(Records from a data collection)
↓↓↓

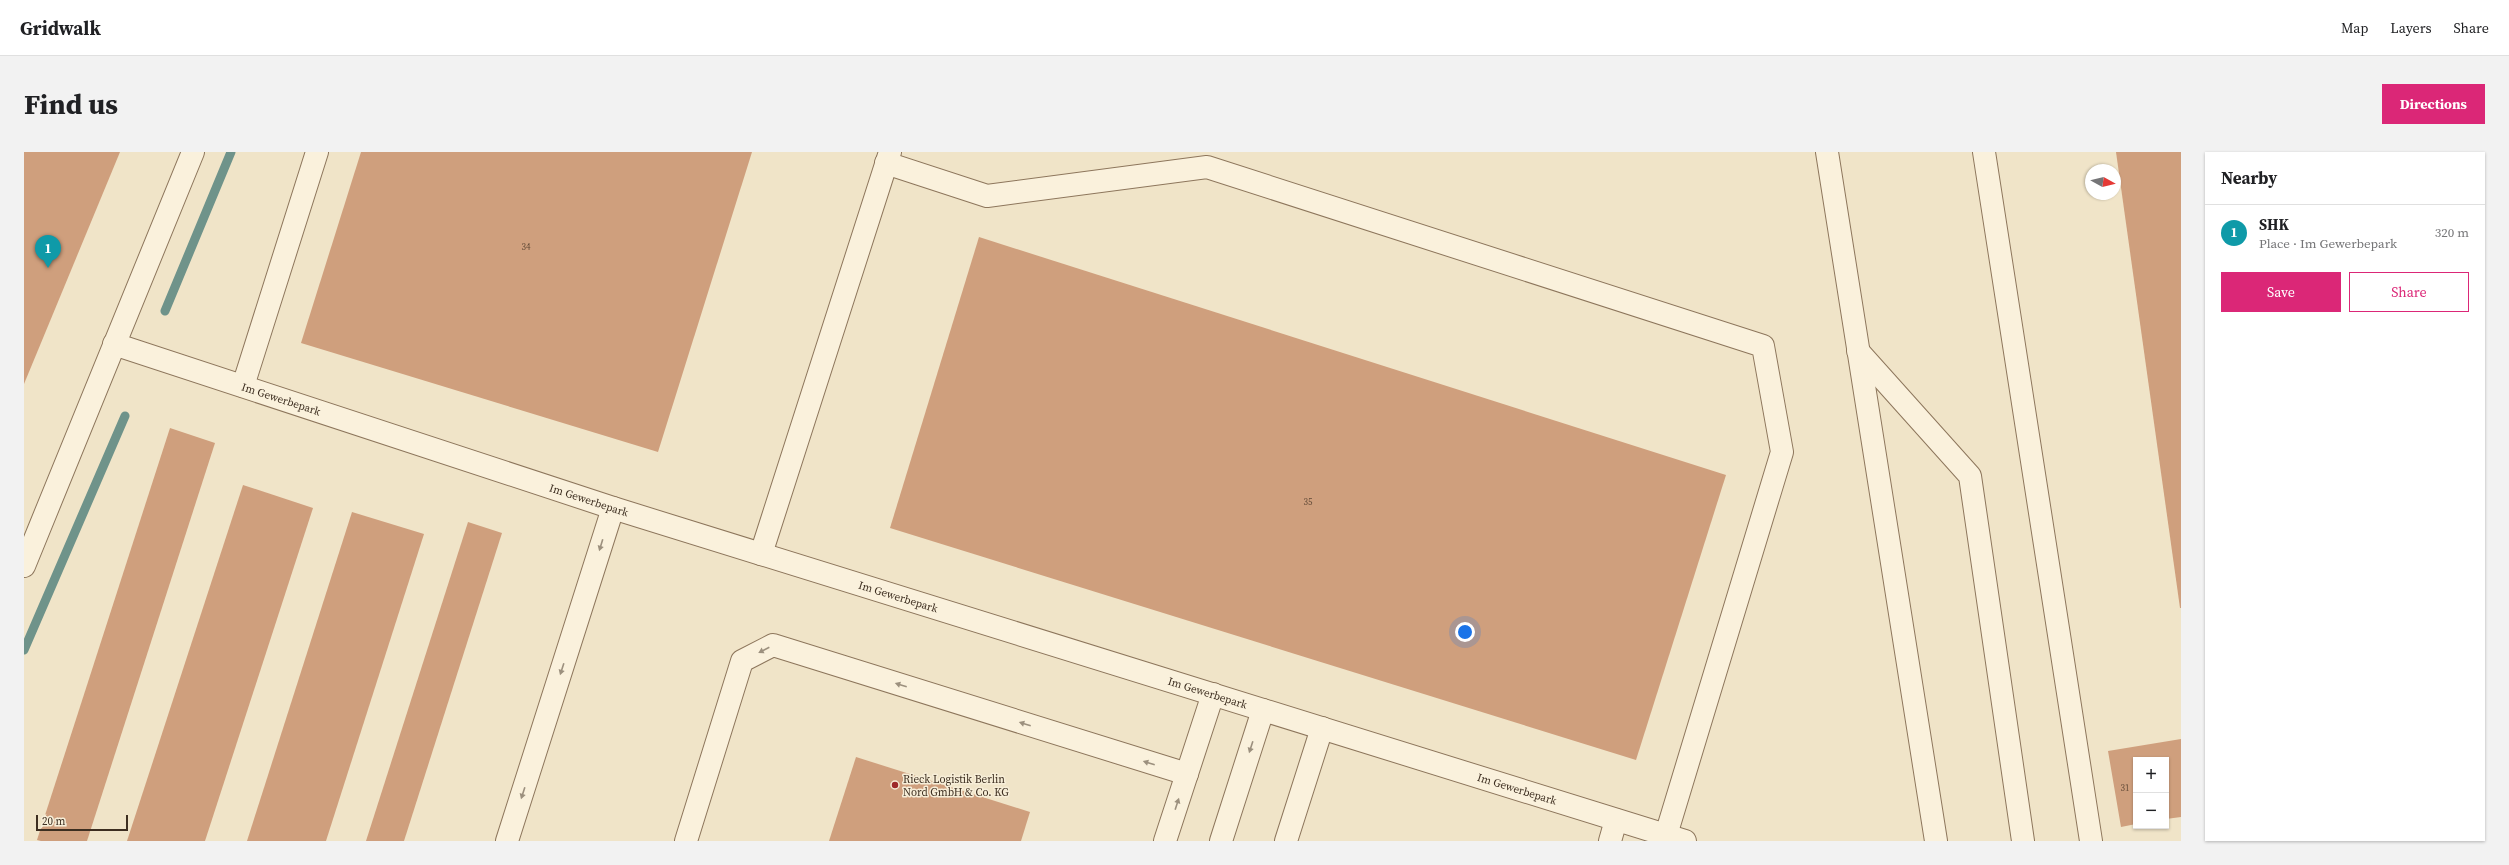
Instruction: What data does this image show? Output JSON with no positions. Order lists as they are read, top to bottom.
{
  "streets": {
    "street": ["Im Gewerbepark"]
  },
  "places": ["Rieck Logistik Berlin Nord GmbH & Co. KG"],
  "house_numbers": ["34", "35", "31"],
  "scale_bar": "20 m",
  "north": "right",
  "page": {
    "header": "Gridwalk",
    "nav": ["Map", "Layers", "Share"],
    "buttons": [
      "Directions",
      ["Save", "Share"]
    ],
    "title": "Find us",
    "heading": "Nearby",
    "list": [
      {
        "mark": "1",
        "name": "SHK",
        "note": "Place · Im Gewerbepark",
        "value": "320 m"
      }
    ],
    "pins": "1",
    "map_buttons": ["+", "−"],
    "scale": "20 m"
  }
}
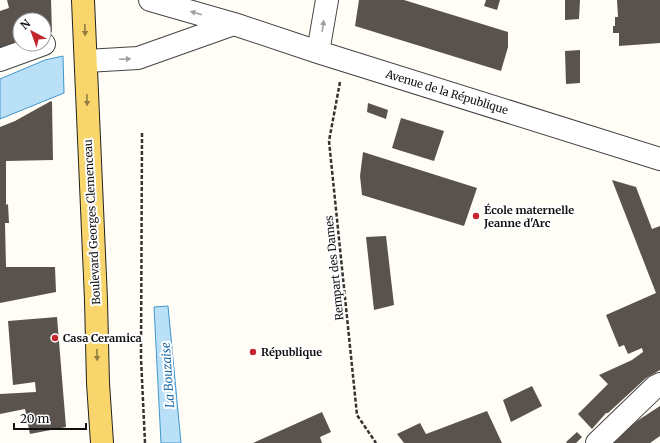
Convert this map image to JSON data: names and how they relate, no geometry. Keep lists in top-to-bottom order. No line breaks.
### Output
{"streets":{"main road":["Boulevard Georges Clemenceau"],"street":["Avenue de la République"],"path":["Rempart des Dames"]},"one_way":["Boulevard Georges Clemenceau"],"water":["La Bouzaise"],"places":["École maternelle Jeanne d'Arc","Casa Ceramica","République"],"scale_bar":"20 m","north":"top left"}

↑↑↑

§ **TASK TO COMPLETE**
Give all entries again verbatim, without any images.

§ **RESPONSE**
Instruction: What data does this image show? Output JSON with no positions. Order lists as they are read, top to bottom.
{
  "streets": {
    "street": ["Im Gewerbepark"]
  },
  "places": ["Rieck Logistik Berlin Nord GmbH & Co. KG"],
  "house_numbers": ["34", "35", "31"],
  "scale_bar": "20 m",
  "north": "right",
  "page": {
    "header": "Gridwalk",
    "nav": ["Map", "Layers", "Share"],
    "buttons": [
      "Directions",
      ["Save", "Share"]
    ],
    "title": "Find us",
    "heading": "Nearby",
    "list": [
      {
        "mark": "1",
        "name": "SHK",
        "note": "Place · Im Gewerbepark",
        "value": "320 m"
      }
    ],
    "pins": "1",
    "map_buttons": ["+", "−"],
    "scale": "20 m"
  }
}
Convert this map image to JSON data: names and how they relate, no geometry. Keep lists in top-to-bottom order. No line breaks.
### Output
{"streets":{"main road":["Boulevard Georges Clemenceau"],"street":["Avenue de la République"],"path":["Rempart des Dames"]},"one_way":["Boulevard Georges Clemenceau"],"water":["La Bouzaise"],"places":["École maternelle Jeanne d'Arc","Casa Ceramica","République"],"scale_bar":"20 m","north":"top left"}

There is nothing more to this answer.